For MSB aligned data the position of the sign is fixed. However, for LSB aligned data the position of the sign, if any, depends on the sign extension policy. CBF-8 has two LSB policy alternatives: unsigned and twos-complement sign extended. With the unsigned policy no bit is negative. The first digit in a stream has a value between 0 and 63. All zeros preceding a value between 0 and 63 are therefore redundant and may be discarded. The following LSB aligned policies are unsigned.
- Unsigned Policies:
68 ?
Boolean policy
70 +
Unsigned integral value policy
71 @
Indexed element policy
72 *
Array dimension policy
The policy for signed integral data is the twos-complement sign extension policy.
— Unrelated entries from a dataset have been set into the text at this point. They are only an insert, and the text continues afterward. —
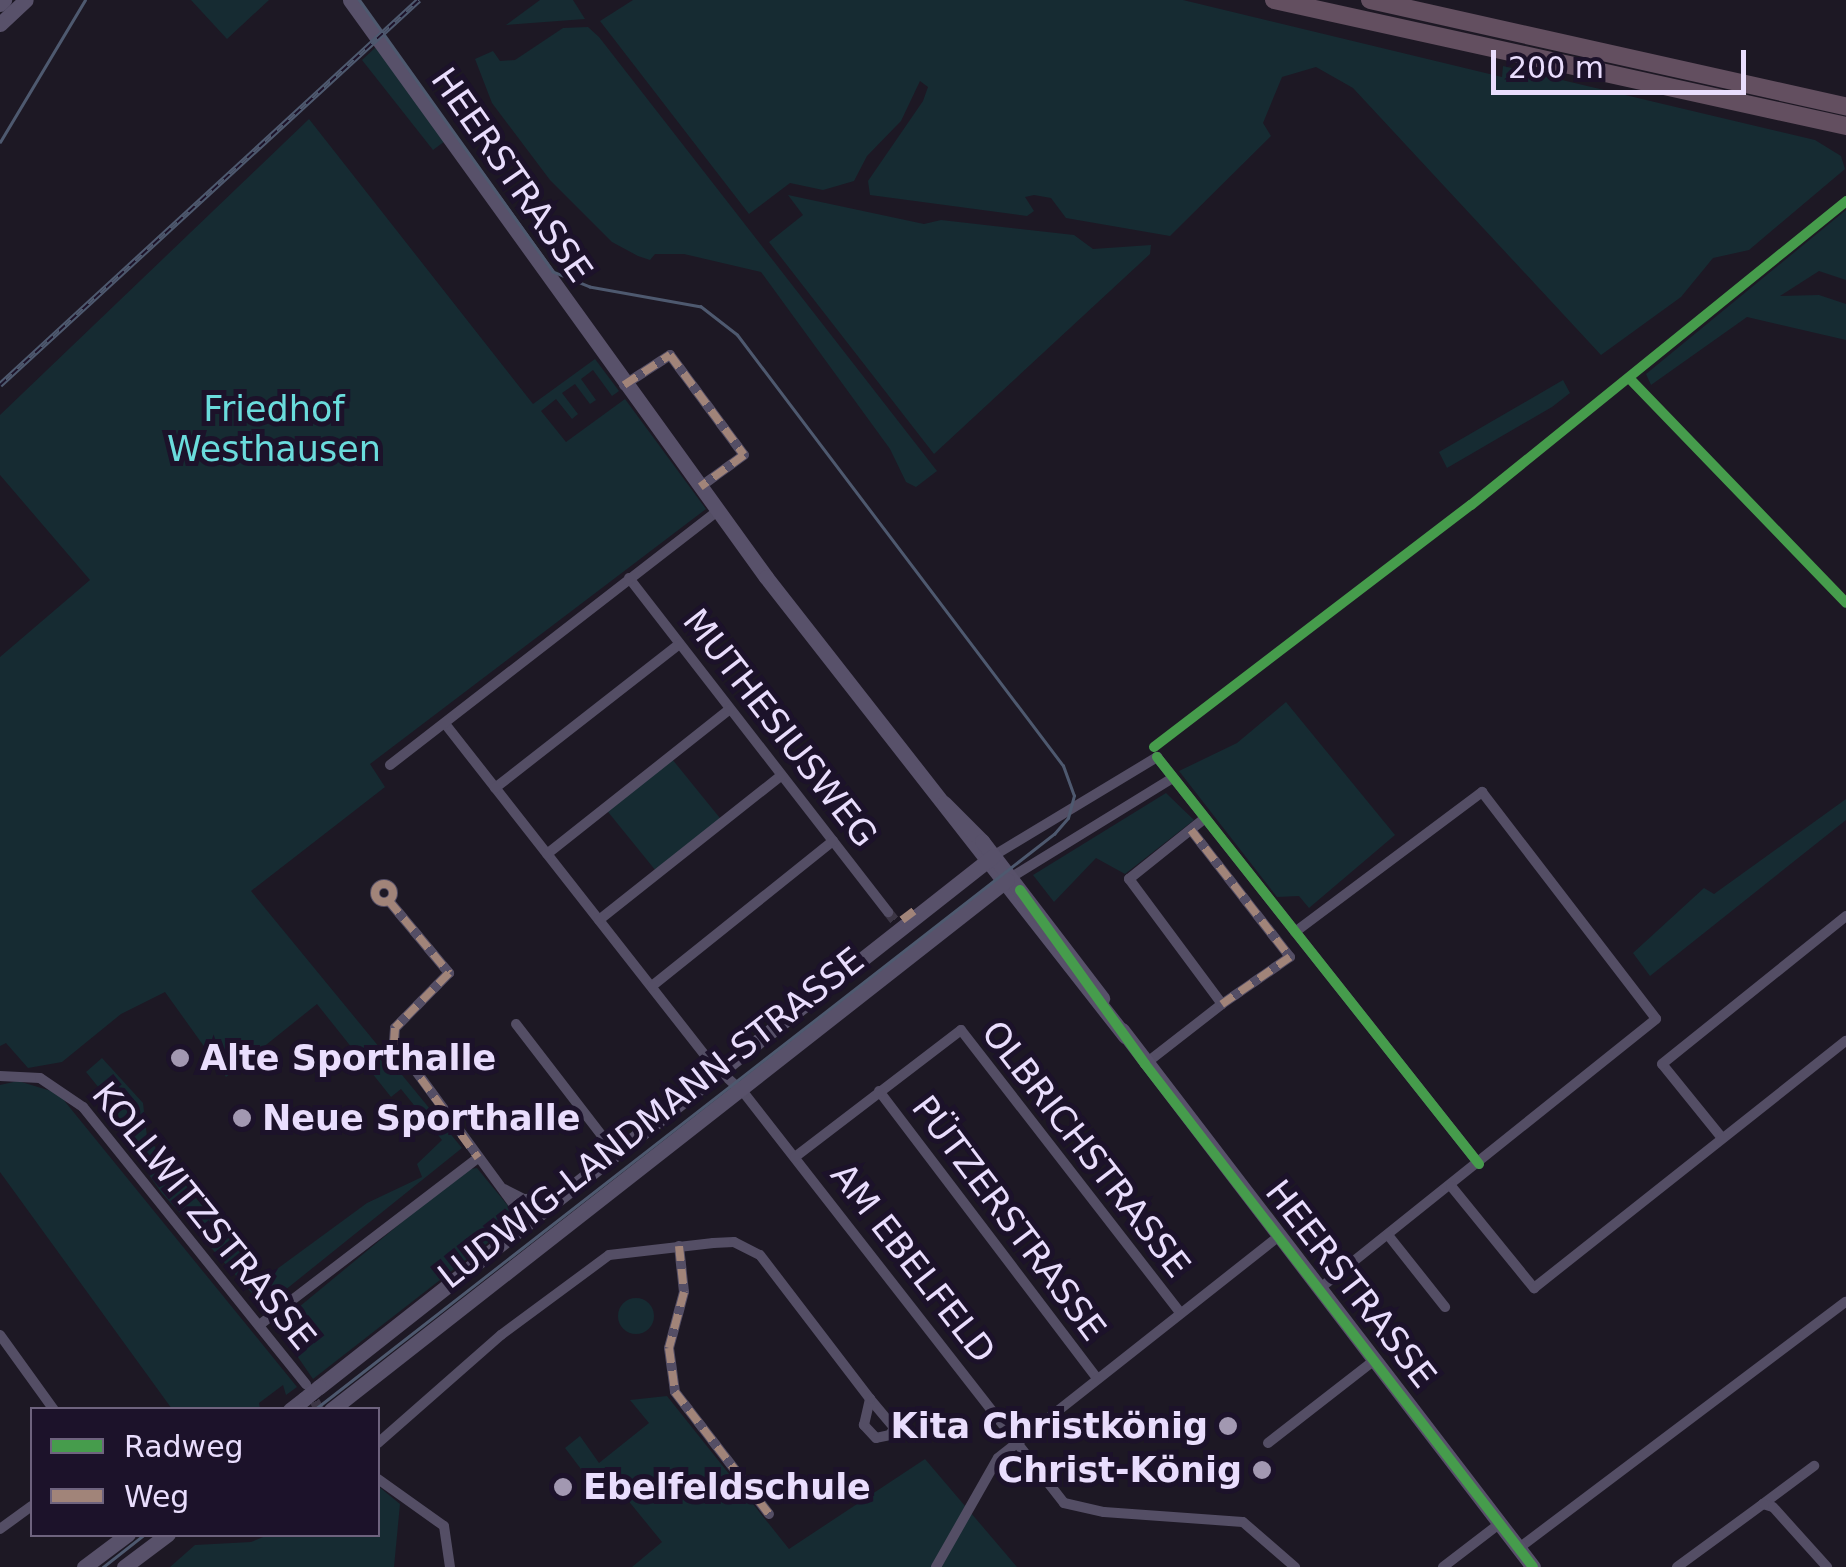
<!DOCTYPE html>
<meta charset="utf-8">
<style>
body{margin:0}
#map{position:relative;width:1846px;height:1567px;overflow:hidden;background:#1d1824;font-family:"DejaVu Sans",sans-serif}
div>[style]{position:absolute}
[style*='--x']{left:calc(var(--x)*1px);top:calc(var(--y)*1px);width:calc(var(--w)*1px);rotate:calc(var(--a)*1deg)}
.green>*{inset:0;background:#162b32;transform-origin:0 0}
.round{border-radius:50%}
.minor-tunnel>*{height:10px;margin-top:-5px;transform-origin:0;background:repeating-linear-gradient(90deg,#3c3645 0 10px,transparent 0 15px)}
.minor>*{height:10px;margin:-5px;padding:0 5px;transform-origin:5px;border-radius:5px;background:#544e65}
.minor>.ring{margin:-5px;padding:0;box-sizing:content-box;background:none;border:10px solid #544e65;border-radius:50%}
.secondary>*{height:15px;margin:-7.5px;padding:0 7.5px;transform-origin:7.5px;border-radius:7.5px;background:#58516a}
.motorway>*{height:18px;margin:-9px;padding:0 9px;transform-origin:9px;border-radius:9px;background:#634f60}
.tram>*{height:2.5px;margin:-1.25px;padding:0 1.25px;transform-origin:1.25px;border-radius:1.25px;background:#4e596f}
.rail>*{height:6px;margin-top:-3px;transform-origin:0;background:repeating-linear-gradient(90deg,#1c122a 0 8px,#4e596f 0 16px);box-sizing:border-box;border-block:2px solid #4e596f}
.secondary-bridge>*{height:15px;margin:-7.5px;padding:0 7.5px;transform-origin:7.5px;border-radius:7.5px;background:#58516a}
.quiet>*{height:8px;margin-top:-4px;transform-origin:0;background:repeating-linear-gradient(90deg,#a18479 0 15px,transparent 0 23px)}
.quiet>.ring{margin:-4px;padding:0;box-sizing:content-box;background:none;border:8px solid #a18479;border-radius:50%}
.cycleway>*{height:10px;margin:-5px;padding:0 5px;transform-origin:5px;border-radius:5px;background:#469c4c}
.dots>*{width:28px;height:28px;translate:-50% -50%;box-sizing:border-box;border:5px solid #1c122a;border-radius:50%}
span{translate:-50% -50%;white-space:nowrap;text-align:center;line-height:1.15;-webkit-text-stroke:10px #1c122a;paint-order:stroke}
.street-label{font-size:35px;color:#e9ddfd}
.park-label{font-size:35px;color:#6adcdc}
.poi-label{font-size:35px;color:#e9ddfd;font-weight:700}
.left{translate:0 -50%;text-align:left}
.right{translate:-100% -50%;text-align:right}
.legend{position:absolute;left:30px;top:1407px;width:350px;height:130px;box-sizing:border-box;background:#1c122a;border:2px solid #6e637e;margin:0;padding:12px 18px;list-style:none;font-size:30px;color:#e9ddfd}
.legend li{display:flex;align-items:center;gap:20px;height:50px}
.legend b{width:50px;border:2px solid #6e637e}
.scale{position:absolute;left:1491px;top:50px;width:255px;height:45px;box-sizing:border-box;border:5px solid #e9ddfd;border-top:0;padding-left:12px;font-size:30px;line-height:35px;white-space:nowrap;color:#e9ddfd;-webkit-text-stroke:8px #1c122a;paint-order:stroke}
</style>
<div id="map">
<div class="green">
<i style="clip-path:polygon(191px 0,269px 0,227px 39px)"></i>
<i style="clip-path:polygon(540px 0,573px 0,585px 19px,506px 25px)"></i>
<i style="clip-path:polygon(633px 0,1183px 0,1502px 77px,1503px 66px,1815px 140px,1841px 156px,1845px 169px,1749px 250px,1713px 258px,1681px 297px,1601px 355px,1353px 88px,1316px 67px,1282px 77px,1263px 123px,1271px 136px,1170px 236px,1066px 218px,1051px 198px,1034px 195px,1025px 197px,1034px 211px,1027px 216px,870px 195px,868px 181px,923px 101px,928px 87px,920px 81px,901px 121px,867px 156px,854px 181px,823px 190px,790px 183px,749px 214px,600px 21px)"></i>
<i style="clip-path:polygon(588px 27px,599px 37px,937px 471px,916px 487px,906px 482px,890px 449px,761px 272px,684px 254px,655px 254px,650px 260px,638px 256px,612px 242px,550px 180px,492px 103px,475px 59px,493px 51px,500px 61px,515px 60px,563px 28px)"></i>
<i style="clip-path:polygon(376px 47px,445px 141px,433px 150px,362px 60px)"></i>
<i style="clip-path:polygon(309px 119px,533px 404px,595px 359px,619px 391px,612px 396px,593px 370px,581px 379px,596px 400px,590px 404px,575px 384px,562px 393px,578px 414px,572px 419px,556px 399px,541px 411px,566px 442px,625px 399px,706px 509px,370px 764px,385px 787px,251px 891px,462px 1148px,264px 1307px,161px 1192px,124px 1140px,117px 1110px,86px 1072px,102px 1058px,143px 1103px,147px 1137px,262px 1280px,367px 1203px,422px 1177px,417px 1164px,442px 1140px,401px 1089px,391px 1097px,317px 1004px,226px 1077px,165px 992px,121px 1014px,62px 1062px,28px 1068px,6px 1043px,0 1046px,0 657px,90px 580px,0 475px,0 415px)"></i>
<i style="clip-path:polygon(788px 195px,924px 224px,941px 220px,1074px 235px,1093px 249px,1151px 245px,1150px 254px,934px 454px,769px 242px,803px 215px)"></i>
<i style="clip-path:polygon(1846px 210px,1846px 280px,1819px 271px,1780px 296px,1819px 295px,1846px 304px,1846px 340px,1747px 317px,1651px 385px,1646px 374px)"></i>
<i style="clip-path:polygon(1563px 380px,1570px 393px,1552px 407px,1447px 468px,1439px 452px)"></i>
<i style="clip-path:polygon(1286px 702px,1395px 835px,1309px 908px,1299px 896px,1277px 897px,1179px 771px,1237px 743px)"></i>
<i style="left:672px;top:759px;width:78px;height:83px;rotate:51deg"></i>
<i style="clip-path:polygon(1166px 793px,1194px 820px,1125px 874px,1096px 858px,1054px 902px,1033px 875px)"></i>
<i style="clip-path:polygon(1846px 799px,1846px 820px,1650px 976px,1633px 953px,1704px 888px,1714px 894px)"></i>
<i style="clip-path:polygon(18px 1081px,58px 1093px,297px 1387px,286px 1395px,283px 1385px,259px 1403px,260px 1409px,172px 1409px,0 1172px,0 1085px)"></i>
<i style="clip-path:polygon(477px 1168px,509px 1207px,508px 1227px,313px 1379px,280px 1331px,282px 1321px,465px 1170px)"></i>
<i class="round" style="left:618px;top:1298px;width:36px;height:36px"></i>
<i style="clip-path:polygon(667px 1396px,789px 1549px,925px 1459px,1017px 1567px,632px 1567px,662px 1542px,609px 1477px,596px 1489px,565px 1448px,580px 1436px,599px 1463px,649px 1423px,630px 1400px)"></i>
<i style="clip-path:polygon(378px 1486px,400px 1504px,394px 1567px,170px 1567px,195px 1545px,251px 1542px,268px 1535px,378px 1534px)"></i>
</div>
<div class="minor-tunnel">
<i style="--x:888;--y:912;--w:11;--a:52"></i>
<i style="--x:308;--y:1388;--w:25;--a:63"></i>
</div>
<div class="minor">
<i style="--x:624;--y:385;--w:55;--a:-33.1"></i>
<i style="--x:670;--y:355;--w:124;--a:53.5"></i>
<i style="--x:744;--y:455;--w:54;--a:144"></i>
<i style="--x:629;--y:578;--w:423;--a:52.2"></i>
<i style="--x:446;--y:725;--w:420;--a:51.9"></i>
<i style="--x:390;--y:765;--w:414;--a:-37.8"></i>
<i style="--x:495;--y:788;--w:234;--a:-38"></i>
<i style="--x:1191;--y:830;--w:161;--a:52.1"></i>
<i style="--x:1290;--y:957;--w:83;--a:145.3"></i>
<i style="--x:547;--y:854;--w:233;--a:-38.4"></i>
<i style="--x:993;--y:856;--w:192;--a:-31.1"></i>
<i style="--x:1157;--y:757;--w:519;--a:51.65"></i>
<i style="--x:1010;--y:878;--w:189;--a:-31.6"></i>
<i class="ring" style="left:375px;top:884px;width:8px;height:8px"></i>
<i style="--x:389;--y:901;--w:94;--a:50.2"></i>
<i style="--x:449;--y:973;--w:77;--a:134.5"></i>
<i style="--x:395;--y:1028;--w:13;--a:94"></i>
<i style="--x:394;--y:1041;--w:212;--a:53.8"></i>
<i style="--x:519;--y:1212;--w:21;--a:109"></i>
<i style="--x:599;--y:920;--w:233;--a:-38.4"></i>
<i style="--x:1295;--y:932;--w:234;--a:-36.8"></i>
<i style="--x:1482;--y:792;--w:286;--a:52.5"></i>
<i style="--x:1656;--y:1019;--w:430;--a:141.3"></i>
<i style="--x:652;--y:986;--w:232;--a:-38.7"></i>
<i style="--x:516;--y:1024;--w:164;--a:52.4"></i>
<i style="--x:712;--y:1064;--w:43;--a:42.2"></i>
<i style="--x:744;--y:1093;--w:520;--a:52.03"></i>
<i style="--x:1064;--y:1503;--w:41;--a:12.7"></i>
<i style="--x:1104;--y:1512;--w:139;--a:4.1"></i>
<i style="--x:1243;--y:1522;--w:69;--a:40.9"></i>
<i style="--x:1145;--y:1064;--w:98;--a:-37.9"></i>
<i style="--x:1222;--y:1004;--w:156;--a:-126.6"></i>
<i style="--x:1129;--y:879;--w:96;--a:-38.7"></i>
<i style="--x:0;--y:1076;--w:40;--a:2.9"></i>
<i style="--x:40;--y:1078;--w:52;--a:34"></i>
<i style="--x:83;--y:1107;--w:356;--a:51.2"></i>
<i style="--x:879;--y:1091;--w:359;--a:52.8"></i>
<i style="--x:1722;--y:1138;--w:95;--a:-129"></i>
<i style="--x:1662;--y:1064;--w:236;--a:-38.8"></i>
<i style="--x:795;--y:1157;--w:209;--a:-37.4"></i>
<i style="--x:961;--y:1030;--w:357;--a:52.2"></i>
<i style="--x:1451;--y:1186;--w:132;--a:50.9"></i>
<i style="--x:1534;--y:1288;--w:398;--a:-38.4"></i>
<i style="--x:504;--y:1189;--w:22;--a:27"></i>
<i style="--x:524;--y:1199;--w:30;--a:-2"></i>
<i style="--x:1388;--y:1235;--w:92;--a:51.6"></i>
<i style="--x:679;--y:1246;--w:46;--a:83.8"></i>
<i style="--x:684;--y:1292;--w:58;--a:105"></i>
<i style="--x:669;--y:1348;--w:44;--a:82.2"></i>
<i style="--x:675;--y:1392;--w:154;--a:52.4"></i>
<i style="--x:262;--y:1323;--w:272;--a:-37.4"></i>
<i style="--x:0;--y:1335;--w:92;--a:54.2"></i>
<i style="--x:870;--y:1399;--w:38;--a:50"></i>
<i style="--x:894;--y:1428;--w:8;--a:120"></i>
<i style="--x:890;--y:1435;--w:14;--a:168"></i>
<i style="--x:876;--y:1438;--w:18;--a:-133"></i>
<i style="--x:864;--y:1425;--w:27;--a:-77"></i>
<i style="--x:378;--y:1443;--w:164;--a:-41.3"></i>
<i style="--x:501;--y:1335;--w:134;--a:-36.5"></i>
<i style="--x:609;--y:1255;--w:105;--a:-6.6"></i>
<i style="--x:713;--y:1243;--w:21;--a:-3"></i>
<i style="--x:734;--y:1242;--w:29;--a:27"></i>
<i style="--x:760;--y:1255;--w:181;--a:52.6"></i>
<i style="--x:1268;--y:1443;--w:137;--a:-37.9"></i>
<i style="--x:378;--y:1479;--w:81;--a:35.5"></i>
<i style="--x:444;--y:1526;--w:41;--a:81.7"></i>
<i style="--x:1763;--y:1504;--w:64;--a:-36.7"></i>
<i style="--x:0;--y:1529;--w:39;--a:-36"></i>
<i style="--x:1519;--y:1548;--w:409;--a:-37"></i>
<i style="--x:936;--y:1567;--w:125;--a:-60.4"></i>
<i style="--x:998;--y:1458;--w:358;--a:-38.3"></i>
<i style="--x:1443;--y:1567;--w:71;--a:-37.5"></i>
<i style="--x:1677;--y:1567;--w:107;--a:-36.2"></i>
<i style="--x:1763;--y:1504;--w:10;--a:17"></i>
<i style="--x:1773;--y:1507;--w:81;--a:48"></i>
</div>
<div class="secondary">
<i style="--x:350;--y:0;--w:711;--a:54.21"></i>
<i style="--x:766;--y:577;--w:583;--a:51.97"></i>
<i style="--x:0;--y:4;--w:6;--a:-45"></i>
<i style="--x:0;--y:24;--w:35;--a:-43"></i>
<i style="--x:944;--y:803;--w:54;--a:45"></i>
<i style="--x:982;--y:841;--w:198;--a:52.6"></i>
<i style="--x:1122;--y:1030;--w:676;--a:52.57"></i>
<i style="--x:319;--y:1387;--w:858;--a:-38.23"></i>
<i style="--x:290;--y:1410;--w:18;--a:-38"></i>
<i style="--x:331;--y:1410;--w:859;--a:-38.1"></i>
<i style="--x:84;--y:1567;--w:55;--a:-36.9"></i>
<i style="--x:124;--y:1567;--w:55;--a:-36.9"></i>
</div>
<div class="motorway">
<i style="--x:1274;--y:0;--w:586;--a:12.42"></i>
<i style="--x:1370;--y:0;--w:488;--a:12.6"></i>
</div>
<div class="tram">
<i style="--x:0;--y:142;--w:165;--a:-59.1"></i>
<i style="--x:314;--y:1410;--w:938;--a:-37.9"></i>
<i style="--x:1054;--y:834;--w:21;--a:-49"></i>
<i style="--x:1068;--y:818;--w:23;--a:-75"></i>
<i style="--x:1074;--y:796;--w:32;--a:-110"></i>
<i style="--x:1063;--y:766;--w:540;--a:-127.1"></i>
<i style="--x:737;--y:335;--w:46;--a:-142.1"></i>
<i style="--x:701;--y:307;--w:113;--a:-169.8"></i>
<i style="--x:590;--y:287;--w:40;--a:-158"></i>
<i style="--x:553;--y:272;--w:334;--a:-125.5"></i>
<i style="--x:103;--y:1567;--w:53;--a:-38.2"></i>
</div>
<div class="rail">
<i style="--x:0;--y:385;--w:569;--a:-42.58"></i>
</div>
<div class="secondary-bridge">
<i style="--x:304;--y:1399;--w:19;--a:-39"></i>
</div>
<div class="quiet">
<i style="--x:624;--y:385;--w:55;--a:-33.1"></i>
<i style="--x:670;--y:355;--w:124;--a:53.5"></i>
<i style="--x:744;--y:455;--w:54;--a:144"></i>
<i style="--x:1191;--y:830;--w:161;--a:52.1"></i>
<i style="--x:1290;--y:957;--w:83;--a:145.3"></i>
<i class="ring" style="left:375px;top:884px;width:10px;height:10px"></i>
<i style="--x:389;--y:901;--w:94;--a:50.2"></i>
<i style="--x:449;--y:973;--w:77;--a:134.5"></i>
<i style="--x:395;--y:1028;--w:13;--a:94"></i>
<i style="--x:394;--y:1041;--w:144;--a:54.3"></i>
<i style="--x:902;--y:920;--w:15;--a:-37"></i>
<i style="--x:679;--y:1246;--w:46;--a:83.8"></i>
<i style="--x:684;--y:1292;--w:58;--a:105"></i>
<i style="--x:669;--y:1348;--w:44;--a:82.2"></i>
<i style="--x:675;--y:1392;--w:154;--a:52.4"></i>
</div>
<div class="cycleway">
<i style="--x:1630;--y:379;--w:311;--a:46"></i>
<i style="--x:1154;--y:747;--w:399;--a:-37.4"></i>
<i style="--x:1471;--y:505;--w:483;--a:-39"></i>
<i style="--x:1157;--y:757;--w:519;--a:51.65"></i>
<i style="--x:1020;--y:890;--w:214;--a:54.3"></i>
<i style="--x:1145;--y:1064;--w:635;--a:52.35"></i>
</div>
<div class="dots">
<i style="left:180px;top:1058px;background:#a298b1"></i>
<i style="left:242px;top:1118px;background:#a298b1"></i>
<i style="left:1228px;top:1426px;background:#a298b1"></i>
<i style="left:1262px;top:1470px;background:#a298b1"></i>
<i style="left:563px;top:1487px;background:#a298b1"></i>
</div>
<div class="street-label">
<span style="left:512px;top:175px;rotate:55deg">HEERSTRASSE</span>
<span style="left:780px;top:728px;rotate:52deg">MUTHESIUSWEG</span>
<span style="left:651px;top:1118px;rotate:-38deg">LUDWIG-LANDMANN-STRASSE</span>
<span style="left:1086px;top:1149px;rotate:52deg">OLBRICHSTRASSE</span>
<span style="left:204px;top:1216px;rotate:51deg">KOLLWITZSTRASSE</span>
<span style="left:1009px;top:1218px;rotate:53deg">PÜTZERSTRASSE</span>
<span style="left:913px;top:1263px;rotate:52deg">AM EBELFELD</span>
<span style="left:1351px;top:1284px;rotate:52deg">HEERSTRASSE</span>
</div>
<div class="park-label">
<span style="left:274px;top:429px">Friedhof<br>Westhausen</span>
</div>
<div class="poi-label">
<span class="left" style="left:200px;top:1058px">Alte Sporthalle</span>
<span class="left" style="left:262px;top:1118px">Neue Sporthalle</span>
<span class="right" style="left:1208px;top:1426px">Kita Christkönig</span>
<span class="right" style="left:1242px;top:1470px">Christ-König</span>
<span class="left" style="left:583px;top:1487px">Ebelfeldschule</span>
</div>
<ul class="legend">
<li><b style="height:12px;background:#469c4c"></b>Radweg</li>
<li><b style="height:12px;background:#a18479"></b>Weg</li>
</ul>
<div class="scale">200 m</div>
</div>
- Twos-Complement Sign-Extended Policy:
69 -
Twos-complement sign-extended integral value policy
With this policy the most significant bit of the first digit has a negative weight of -32. Thus, first digit values between 0 and 31 are non-negative whereas the value 64 is subtracted from values in the range 32 to 63 to yield a value between -32 and -1. This means the digit z is the value -1. If the leading digit is a z and the successor digit is a digit between W and z, then the leading digit is redundant and may be discarded. Similarly if the leading digit is 0 and the successor digit is a digit between 0 and V, then the leading 0 is redundant.
By discarding redundant digits, CBF-8 adapts the length of the byte stream to the size of the number. There is no byte, short, int, long
; there is only a stream of bytes where the stream length is the fewest number of base-64 digits that can hold the integral value.